- _TASK OBJECTIVE_
Check every line of the material below, and show those that contain "grid".
===== DATA FOR THIS EXERCISE
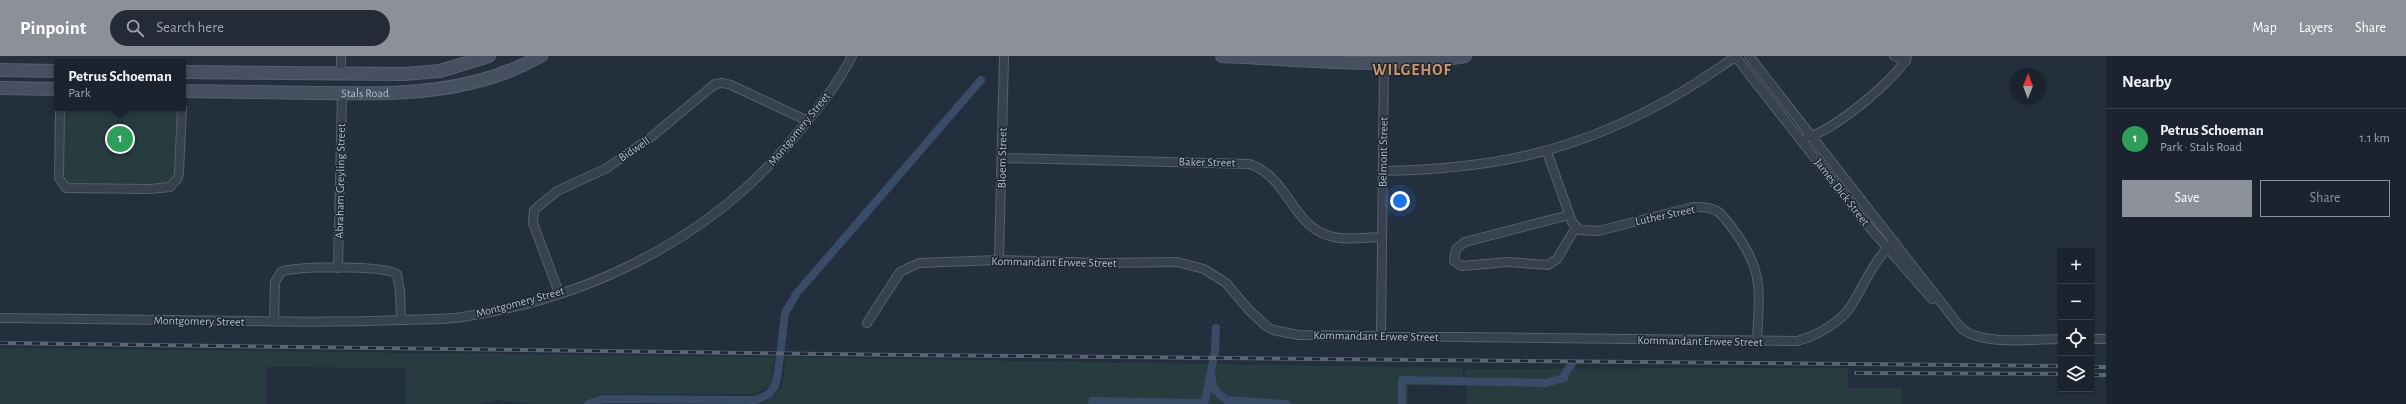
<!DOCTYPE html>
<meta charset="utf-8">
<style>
:root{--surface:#1b232e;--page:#242b36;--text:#f1f3f6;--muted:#a0a4aa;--line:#39404a;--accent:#8c9099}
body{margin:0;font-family:"Alegreya Sans",sans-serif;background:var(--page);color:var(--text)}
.controls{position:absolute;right:12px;bottom:12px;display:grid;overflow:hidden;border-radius:0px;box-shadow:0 1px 3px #0004}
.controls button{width:36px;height:36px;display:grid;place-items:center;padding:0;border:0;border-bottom:1px solid var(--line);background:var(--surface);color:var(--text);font:20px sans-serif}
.compass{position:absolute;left:2010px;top:12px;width:36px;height:36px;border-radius:50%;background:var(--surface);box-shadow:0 1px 3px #0004;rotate:1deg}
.you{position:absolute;left:1400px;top:145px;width:14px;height:14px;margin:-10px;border:3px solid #fff;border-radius:50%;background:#1a73e8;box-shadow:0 0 0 6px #1a73e833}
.badge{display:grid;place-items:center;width:26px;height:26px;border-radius:50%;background:var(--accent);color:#fff;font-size:13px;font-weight:700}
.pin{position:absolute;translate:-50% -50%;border:2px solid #fff;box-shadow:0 1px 4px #0006}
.popup{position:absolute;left:54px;top:3px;width:132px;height:52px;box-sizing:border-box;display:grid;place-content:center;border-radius:0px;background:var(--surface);filter:drop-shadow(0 1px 3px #0005);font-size:13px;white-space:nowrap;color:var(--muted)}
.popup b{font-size:15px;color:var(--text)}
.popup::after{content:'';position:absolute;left:50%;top:100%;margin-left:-8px;border:8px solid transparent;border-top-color:var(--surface)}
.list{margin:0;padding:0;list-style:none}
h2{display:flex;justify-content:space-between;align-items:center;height:52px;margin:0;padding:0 16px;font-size:17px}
h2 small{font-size:13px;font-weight:400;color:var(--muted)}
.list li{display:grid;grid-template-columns:26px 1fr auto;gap:12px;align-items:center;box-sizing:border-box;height:60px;padding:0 16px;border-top:1px solid var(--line)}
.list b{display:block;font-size:15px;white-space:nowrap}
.list p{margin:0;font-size:13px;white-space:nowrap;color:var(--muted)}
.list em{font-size:13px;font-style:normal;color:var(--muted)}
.actions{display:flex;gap:8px;padding:12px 16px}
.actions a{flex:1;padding:9px 0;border:1px solid var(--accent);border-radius:0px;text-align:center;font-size:14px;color:var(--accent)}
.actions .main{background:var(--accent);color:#fff}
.icon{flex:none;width:22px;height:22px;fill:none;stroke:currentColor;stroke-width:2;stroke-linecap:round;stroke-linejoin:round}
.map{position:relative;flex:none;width:2106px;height:348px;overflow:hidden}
header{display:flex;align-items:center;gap:24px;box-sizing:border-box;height:56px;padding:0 20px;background:var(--accent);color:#fff}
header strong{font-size:19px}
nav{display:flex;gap:22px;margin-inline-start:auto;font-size:14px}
.search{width:280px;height:36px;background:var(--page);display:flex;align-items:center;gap:10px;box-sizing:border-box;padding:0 14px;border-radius:22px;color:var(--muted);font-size:15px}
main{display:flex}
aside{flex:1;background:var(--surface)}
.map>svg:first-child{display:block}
</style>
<header>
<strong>Pinpoint</strong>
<div class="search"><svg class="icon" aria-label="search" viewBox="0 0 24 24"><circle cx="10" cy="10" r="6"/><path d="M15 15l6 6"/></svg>Search here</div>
<nav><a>Map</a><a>Layers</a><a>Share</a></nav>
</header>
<main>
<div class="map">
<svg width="2106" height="348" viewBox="0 0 2106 348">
<rect width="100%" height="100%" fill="#242f3e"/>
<path fill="#263c3f" d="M61 52H178V114L170 132 76 133 62 125Z
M0 292 774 301 771 329 755 338H599L579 348H535L497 344 477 348H405L406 312 266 311V348H0Z
M785 301 1463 312V330L1408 329V348H758C785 339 784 327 785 301Z
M1848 312V332H1902V348H1467L1466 313Z"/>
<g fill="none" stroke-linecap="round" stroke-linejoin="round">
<path stroke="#394c67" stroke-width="8" d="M1211 320 1214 333 1226 344 1287 348
M1092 345 1199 347 1205 345 1215 295 1216 272
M588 348 602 343 756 344 769 338 775 330 778 317 785 257 797 237 981 24
M1402 348V324L1546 327 1564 322 1565 317 1572 308"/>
<defs>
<path id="street" d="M1735 0 1864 165 1932 243
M1749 0 1961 272C1982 290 2034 283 2061 283
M1894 0 1906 5
M341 18V0
M60 52 59 122 66 132 150 133 170 131 178 122 179 116 182 52
M1807 81C1828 79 1901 20 1907 0
M1547 96 1572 166 1580 174 1598 175 1693 151C1716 150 1720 155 1733 173 1765 216 1759 235 1757 285
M1002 102 1249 108C1287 119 1292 170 1330 180 1345 185 1366 181 1382 181
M1383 115C1494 113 1576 96 1673 41 1695 29 1715 14 1737 0
M1569 159 1465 186 1456 193 1454 205 1462 210 1508 206 1548 209 1557 203 1576 171
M999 204 1004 0
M338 212 342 38
M559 237 533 167 534 154 557 135 607 112 650 82 715 28 723 27 731 29 808 65
M0 262C83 263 165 264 248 265 299 266 350 266 401 264 421 263 442 264 462 261 585 243 703 186 785 92 809 63 835 34 852 0
M274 266 275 226 281 216C298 210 382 209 397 218L400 235 401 264
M867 267 900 216 919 207 999 204 1105 207 1177 206 1204 213 1226 227 1249 254 1266 270 1273 274 1298 279 1797 285C1816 280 1840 267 1851 250 1865 228 1874 202 1895 186
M1381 280 1384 7
M2091 283H2106"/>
<g id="secondary">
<path d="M1222 0C1301 3 1387 14 1465 0"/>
<path d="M0 14 57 15"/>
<path d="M183 16 404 18 440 15 489 0"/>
<path d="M0 32 57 33"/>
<path id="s1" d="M183 35C227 36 272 36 316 37 395 38 469 40 541 0"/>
</g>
</defs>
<use href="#street" stroke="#565f6c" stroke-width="10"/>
<use href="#secondary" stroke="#565f6c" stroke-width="14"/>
<use href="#street" stroke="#38414e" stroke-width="8"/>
<use href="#secondary" stroke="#465061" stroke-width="12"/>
<defs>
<path id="rail" d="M0 287 903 299 2061 310
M2091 311H2106
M1856 317 2061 318
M2091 319H2106"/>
</defs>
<use href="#rail" stroke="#5a6575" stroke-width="4"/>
<use href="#rail" stroke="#1d2633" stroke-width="2.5" stroke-dasharray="8" stroke-linecap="butt"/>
</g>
<g text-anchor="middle" stroke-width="3" stroke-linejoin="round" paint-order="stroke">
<g font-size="12" fill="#b4bcc9" stroke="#1d2633">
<text dy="4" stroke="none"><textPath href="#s1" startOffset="182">Stals Road</textPath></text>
<text transform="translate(799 73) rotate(-51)" y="4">Montgomery Street</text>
<text transform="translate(634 93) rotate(-34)" y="4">Bidwell</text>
<text transform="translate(1383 96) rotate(-89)" y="4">Belmont Street</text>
<text transform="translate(1002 102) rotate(-89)" y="4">Bloem Street</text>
<text transform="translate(1207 106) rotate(1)" y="4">Baker Street</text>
<text transform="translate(340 125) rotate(-89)" y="4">Abraham Greyling Street</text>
<text transform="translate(1842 136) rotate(52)" y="4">James Dick Street</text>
<text transform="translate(1665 159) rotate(-12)" y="4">Luther Street</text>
<text transform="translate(1054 206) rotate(1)" y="4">Kommandant Erwee Street</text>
<text transform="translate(520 246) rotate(-15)" y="4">Montgomery Street</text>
<text transform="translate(199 265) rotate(1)" y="4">Montgomery Street</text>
<text transform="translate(1376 280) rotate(1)" y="4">Kommandant Erwee Street</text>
<text transform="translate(1700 285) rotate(1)" y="4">Kommandant Erwee Street</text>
</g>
<g font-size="16" font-weight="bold" letter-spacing="1" fill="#d59563" stroke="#1d2633">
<text x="1412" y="19">WILGEHOF</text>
</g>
</g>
</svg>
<div class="controls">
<button>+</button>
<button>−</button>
<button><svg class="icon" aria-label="locate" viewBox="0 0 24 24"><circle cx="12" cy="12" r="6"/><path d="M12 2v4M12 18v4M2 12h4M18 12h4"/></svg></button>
<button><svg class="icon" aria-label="layers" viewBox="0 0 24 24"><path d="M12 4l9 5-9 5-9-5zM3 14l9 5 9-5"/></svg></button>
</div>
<svg class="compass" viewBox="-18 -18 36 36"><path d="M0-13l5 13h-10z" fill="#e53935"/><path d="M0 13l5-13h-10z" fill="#a0a4aa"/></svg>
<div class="you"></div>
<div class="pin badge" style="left:120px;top:83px;background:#2e9e5b">1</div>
<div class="popup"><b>Petrus Schoeman</b>Park</div>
</div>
<aside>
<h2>Nearby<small></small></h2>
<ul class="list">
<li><span class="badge" style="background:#2e9e5b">1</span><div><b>Petrus Schoeman</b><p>Park · Stals Road</p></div><em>1.1 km</em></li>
</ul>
<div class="actions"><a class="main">Save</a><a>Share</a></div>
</aside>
</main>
==========
- _EXPECTED ANSWER_
.controls{position:absolute;right:12px;bottom:12px;display:grid;overflow:hidden;border-radius:0px;box-shadow:0 1px 3px #0004}
.controls button{width:36px;height:36px;display:grid;place-items:center;padding:0;border:0;border-bottom:1px solid var(--line);background:var(--surface);color:var(--text);font:20px sans-serif}
.badge{display:grid;place-items:center;width:26px;height:26px;border-radius:50%;background:var(--accent);color:#fff;font-size:13px;font-weight:700}
.popup{position:absolute;left:54px;top:3px;width:132px;height:52px;box-sizing:border-box;display:grid;place-content:center;border-radius:0px;background:var(--surface);filter:drop-shadow(0 1px 3px #0005);font-size:13px;white-space:nowrap;color:var(--muted)}
.list li{display:grid;grid-template-columns:26px 1fr auto;gap:12px;align-items:center;box-sizing:border-box;height:60px;padding:0 16px;border-top:1px solid var(--line)}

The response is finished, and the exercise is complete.